[[ Extracted data open ]]
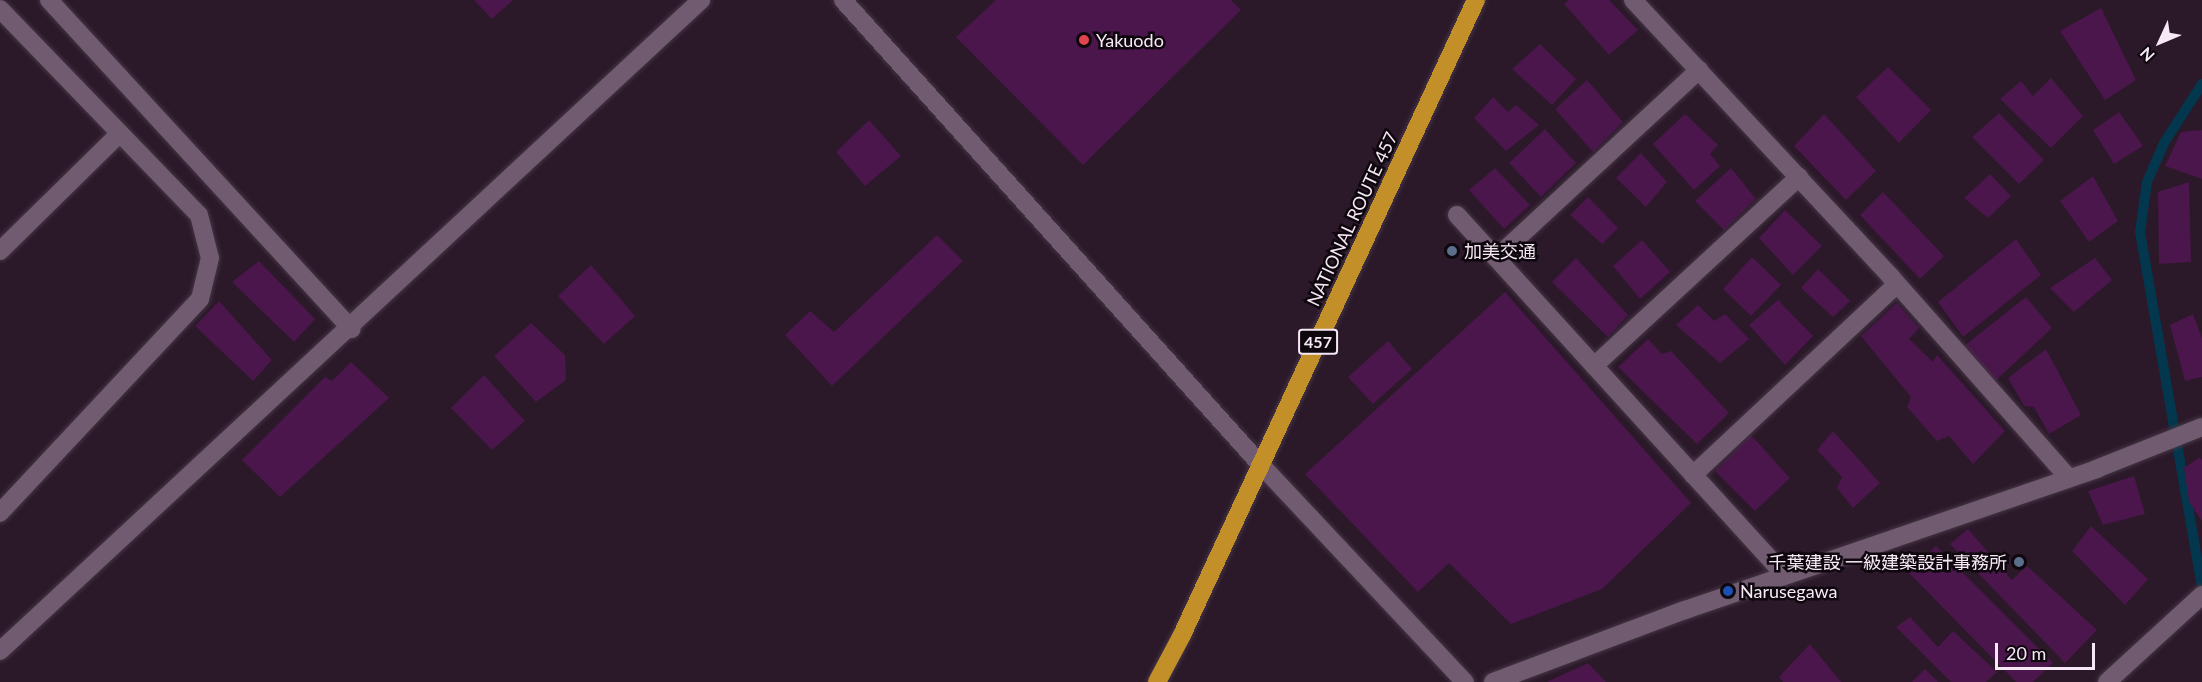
<!DOCTYPE html>
<meta charset="utf-8">
<style>
body{margin:0}
#map{position:relative;width:2202px;height:682px;overflow:hidden;background:#2b192a;font-family:Lato,"Noto Sans JP",sans-serif}
div>[style]{position:absolute}
[style*='--x']{left:calc(var(--x)*1px);top:calc(var(--y)*1px);width:calc(var(--w)*1px);rotate:calc(var(--a)*1deg)}
.stream>*{height:10px;margin:-5px;padding:0 5px;transform-origin:5px;border-radius:5px;background:#02374e}
.building>*{inset:0;background:#4a164b}
.roads{filter:drop-shadow(0 0 2px #453644) drop-shadow(0 0 2px #453644)}
.minor>*{height:18px;margin:-9px;padding:0 9px;transform-origin:9px;border-radius:9px;background:#715b70}
.highway>*{height:18px;margin:-9px;padding:0 9px;transform-origin:9px;border-radius:9px;background:#c28f28}
.dots>*{width:16px;height:16px;translate:-50% -50%;box-sizing:border-box;border:3px solid #0e070e;border-radius:50%}
span{translate:-50% -50%;white-space:nowrap;text-align:center;line-height:1.15;-webkit-text-stroke:5px #0e070e;paint-order:stroke}
.shield-label span{padding:2px 4px;background:#0e070e;border:2px solid;border-radius:4px;-webkit-text-stroke-width:0}
.shield-label{font-size:16px;color:#f6e9f5;font-weight:700}
.poi-label{font-size:18px;color:#f6e9f5}
.left{translate:0 -50%;text-align:left}
.right{translate:-100% -50%;text-align:right}
.street-label{font-size:18px;color:#f6e9f5}
.north{position:absolute;left:2130px;top:12px;width:60px;height:60px;-webkit-text-stroke:4px #0e070e;paint-order:stroke;rotate:226deg;font-size:16px;font-weight:700;line-height:24px;text-align:center;color:#f6e9f5}
.north::after{content:'';display:block;margin:auto;width:21px;height:27px;background:#f6e9f5;clip-path:polygon(50% 0,100% 100%,50% 72%,0 100%)}
.scale{position:absolute;left:1995px;top:643px;width:100px;height:27px;box-sizing:border-box;border:3px solid #f6e9f5;border-top:0;padding-left:8px;font-size:18px;line-height:21px;white-space:nowrap;color:#f6e9f5;-webkit-text-stroke:4px #0e070e;paint-order:stroke}
</style>
<div id="map">
<div class="stream">
<div style="--x:2202;--y:84;--w:70;--a:122.8"></div>
<div style="--x:2164;--y:143;--w:43;--a:113.6"></div>
<div style="--x:2147;--y:182;--w:50;--a:98"></div>
<div style="--x:2140;--y:232;--w:360;--a:80.1"></div>
</div>
<div class="building">
<div style="clip-path:polygon(474px 0,513px 0,492px 19px)"></div>
<div style="clip-path:polygon(996px 0,1231px 0,1241px 10px,1083px 165px,956px 37px)"></div>
<div style="clip-path:polygon(1569px 0,1609px 0,1638px 30px,1609px 55px,1564px 4px)"></div>
<div style="clip-path:polygon(2101px 8px,2136px 80px,2105px 100px,2060px 31px)"></div>
<div style="clip-path:polygon(1540px 44px,1576px 79px,1552px 105px,1512px 69px)"></div>
<div style="clip-path:polygon(1888px 67px,1931px 110px,1899px 143px,1856px 97px)"></div>
<div style="clip-path:polygon(2051px 78px,2083px 116px,2051px 148px,2000px 99px,2021px 81px,2033px 96px)"></div>
<div style="clip-path:polygon(1587px 80px,1623px 122px,1593px 152px,1555px 109px)"></div>
<div style="clip-path:polygon(1493px 97px,1508px 112px,1516px 105px,1539px 125px,1506px 151px,1474px 118px)"></div>
<div style="clip-path:polygon(2119px 112px,2143px 146px,2114px 164px,2093px 130px)"></div>
<div style="clip-path:polygon(1999px 113px,2044px 160px,2019px 184px,1972px 137px)"></div>
<div style="clip-path:polygon(1685px 114px,1718px 145px,1710px 154px,1720px 166px,1694px 190px,1653px 144px)"></div>
<div style="clip-path:polygon(1824px 114px,1876px 171px,1846px 200px,1794px 146px)"></div>
<div style="clip-path:polygon(869px 120px,901px 156px,865px 186px,836px 152px)"></div>
<div style="clip-path:polygon(1545px 129px,1576px 163px,1541px 197px,1509px 163px)"></div>
<div style="clip-path:polygon(2202px 130px,2202px 179px,2165px 166px,2181px 132px)"></div>
<div style="clip-path:polygon(1641px 153px,1667px 182px,1646px 207px,1616px 178px)"></div>
<div style="clip-path:polygon(1495px 168px,1530px 205px,1504px 229px,1469px 190px)"></div>
<div style="clip-path:polygon(1731px 168px,1756px 199px,1724px 230px,1695px 201px)"></div>
<div style="clip-path:polygon(1990px 174px,2011px 196px,1988px 218px,1964px 198px)"></div>
<div style="clip-path:polygon(2093px 176px,2118px 221px,2089px 242px,2060px 201px)"></div>
<div style="clip-path:polygon(2189px 182px,2191px 262px,2159px 264px,2158px 192px)"></div>
<div style="clip-path:polygon(1883px 192px,1944px 256px,1920px 279px,1860px 215px)"></div>
<div style="clip-path:polygon(1588px 197px,1618px 228px,1602px 244px,1570px 215px)"></div>
<div style="clip-path:polygon(1785px 210px,1822px 246px,1793px 275px,1759px 238px)"></div>
<div style="clip-path:polygon(937px 235px,963px 261px,832px 386px,785px 335px,810px 311px,834px 332px)"></div>
<div style="clip-path:polygon(2016px 239px,2041px 275px,1963px 337px,1938px 302px)"></div>
<div style="clip-path:polygon(1642px 240px,1670px 272px,1640px 299px,1613px 266px)"></div>
<div style="clip-path:polygon(1752px 257px,1781px 285px,1751px 316px,1723px 289px)"></div>
<div style="clip-path:polygon(1576px 258px,1628px 315px,1608px 337px,1552px 282px)"></div>
<div style="clip-path:polygon(2095px 258px,2112px 280px,2074px 312px,2050px 288px)"></div>
<div style="clip-path:polygon(259px 261px,315px 319px,294px 342px,232px 282px)"></div>
<div style="clip-path:polygon(591px 265px,635px 316px,604px 344px,558px 296px)"></div>
<div style="clip-path:polygon(1818px 269px,1850px 301px,1833px 317px,1801px 288px)"></div>
<div style="clip-path:polygon(1505px 292px,1691px 503px,1602px 589px,1511px 624px,1449px 563px,1418px 592px,1305px 474px)"></div>
<div style="clip-path:polygon(2026px 297px,2052px 328px,1994px 382px,1964px 346px)"></div>
<div style="clip-path:polygon(1778px 300px,1813px 336px,1785px 365px,1749px 325px)"></div>
<div style="clip-path:polygon(219px 301px,272px 360px,253px 381px,195px 326px)"></div>
<div style="clip-path:polygon(1897px 303px,1919px 328px,1909px 339px,1933px 362px,1937px 355px,2005px 431px,1973px 464px,1949px 436px,1937px 441px,1907px 407px,1911px 397px,1861px 336px)"></div>
<div style="clip-path:polygon(1698px 305px,1714px 321px,1725px 314px,1749px 339px,1720px 363px,1676px 325px)"></div>
<div style="clip-path:polygon(2193px 314px,2202px 338px,2202px 377px,2185px 381px,2170px 325px)"></div>
<div style="clip-path:polygon(531px 323px,565px 355px,566px 380px,536px 402px,494px 356px)"></div>
<div style="clip-path:polygon(1648px 339px,1662px 354px,1671px 351px,1729px 413px,1697px 444px,1618px 367px)"></div>
<div style="clip-path:polygon(1388px 341px,1412px 369px,1373px 404px,1348px 377px)"></div>
<div style="clip-path:polygon(2046px 349px,2081px 415px,2049px 434px,2034px 407px,2024px 406px,2008px 378px)"></div>
<div style="clip-path:polygon(351px 362px,389px 398px,280px 497px,242px 460px,325px 377px,332px 381px)"></div>
<div style="clip-path:polygon(484px 375px,525px 421px,492px 450px,451px 408px)"></div>
<div style="clip-path:polygon(1833px 431px,1880px 483px,1853px 508px,1837px 488px,1842px 477px,1817px 450px)"></div>
<div style="clip-path:polygon(1751px 435px,1790px 478px,1755px 511px,1715px 471px)"></div>
<div style="clip-path:polygon(2200px 457px,2202px 460px,2202px 521px,2189px 502px,2184px 468px)"></div>
<div style="clip-path:polygon(2134px 476px,2145px 514px,2103px 525px,2088px 491px)"></div>
<div style="clip-path:polygon(2091px 526px,2148px 579px,2125px 605px,2072px 551px)"></div>
<div style="clip-path:polygon(1968px 529px,2012px 580px,2027px 566px,2097px 630px,2065px 663px,1950px 544px)"></div>
<div style="clip-path:polygon(1936px 546px,2053px 663px,2033px 682px,2016px 682px,1909px 573px)"></div>
<div style="clip-path:polygon(1910px 617px,1938px 647px,1953px 631px,1997px 672px,1986px 682px,1951px 682px,1896px 627px)"></div>
<div style="clip-path:polygon(1810px 644px,1841px 682px,1783px 682px,1779px 677px)"></div>
<div style="clip-path:polygon(1588px 663px,1606px 682px,1547px 682px)"></div>
<div style="clip-path:polygon(1925px 669px,1938px 682px,1912px 682px)"></div>
</div>
<div class="roads">
<div class="minor">
<div style="--x:49;--y:0;--w:447;--a:47.4"></div>
<div style="--x:843;--y:0;--w:625;--a:48.05"></div>
<div style="--x:1261;--y:465;--w:298;--a:46.8"></div>
<div style="--x:1633;--y:0;--w:379;--a:47"></div>
<div style="--x:1891;--y:277;--w:268;--a:48.5"></div>
<div style="--x:0;--y:9;--w:286;--a:46"></div>
<div style="--x:199;--y:215;--w:44;--a:75.7"></div>
<div style="--x:210;--y:258;--w:42;--a:103.7"></div>
<div style="--x:200;--y:299;--w:293;--a:133.1"></div>
<div style="--x:1457;--y:215;--w:487;--a:47.7"></div>
<div style="--x:0;--y:251;--w:165;--a:-44.5"></div>
<div style="--x:1496;--y:258;--w:277;--a:-42.8"></div>
<div style="--x:1594;--y:366;--w:279;--a:-42.7"></div>
<div style="--x:1693;--y:475;--w:279;--a:-43.1"></div>
<div style="--x:0;--y:651;--w:957;--a:-42.88"></div>
<div style="--x:1493;--y:682;--w:205;--a:-20.6"></div>
<div style="--x:1685;--y:610;--w:435;--a:-18.9"></div>
<div style="--x:2096;--y:469;--w:114;--a:-21.6"></div>
<div style="--x:2107;--y:682;--w:129;--a:-42.5"></div>
</div>
<div class="highway">
<div style="--x:1157;--y:682;--w:53;--a:-62"></div>
<div style="--x:1182;--y:635;--w:700;--a:-65.16"></div>
</div>
</div>
<div class="dots">
<div style="left:1084px;top:40px;background:#e0444e"></div>
<div style="left:1452px;top:251px;background:#5c6f8a"></div>
<div style="left:2019px;top:562px;background:#5c6f8a"></div>
<div style="left:1728px;top:591px;background:#1a4fb4"></div>
</div>
<div class="shield-label">
<span style="left:1318px;top:342px">457</span>
</div>
<div class="poi-label">
<span class="left" style="left:1096px;top:40px">Yakuodo</span>
<span class="left" style="left:1464px;top:251px">加美交通</span>
<span class="right" style="left:2007px;top:562px">千葉建設 一級建築設計事務所</span>
<span class="left" style="left:1740px;top:591px">Narusegawa</span>
</div>
<div class="street-label">
<span style="left:1352px;top:219px;rotate:-65deg">NATIONAL ROUTE 457</span>
</div>
<div class="north">N</div>
<div class="scale">20 m</div>
</div>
[[ Extracted data closed ]]
## About this exercise
Check each line of the records above, and copy those that hold the word "text".

## Result of the task
span{translate:-50% -50%;white-space:nowrap;text-align:center;line-height:1.15;-webkit-text-stroke:5px #0e070e;paint-order:stroke}
.shield-label span{padding:2px 4px;background:#0e070e;border:2px solid;border-radius:4px;-webkit-text-stroke-width:0}
.left{translate:0 -50%;text-align:left}
.right{translate:-100% -50%;text-align:right}
.north{position:absolute;left:2130px;top:12px;width:60px;height:60px;-webkit-text-stroke:4px #0e070e;paint-order:stroke;rotate:226deg;font-size:16px;font-weight:700;line-height:24px;text-align:center;color:#f6e9f5}
.scale{position:absolute;left:1995px;top:643px;width:100px;height:27px;box-sizing:border-box;border:3px solid #f6e9f5;border-top:0;padding-left:8px;font-size:18px;line-height:21px;white-space:nowrap;color:#f6e9f5;-webkit-text-stroke:4px #0e070e;paint-order:stroke}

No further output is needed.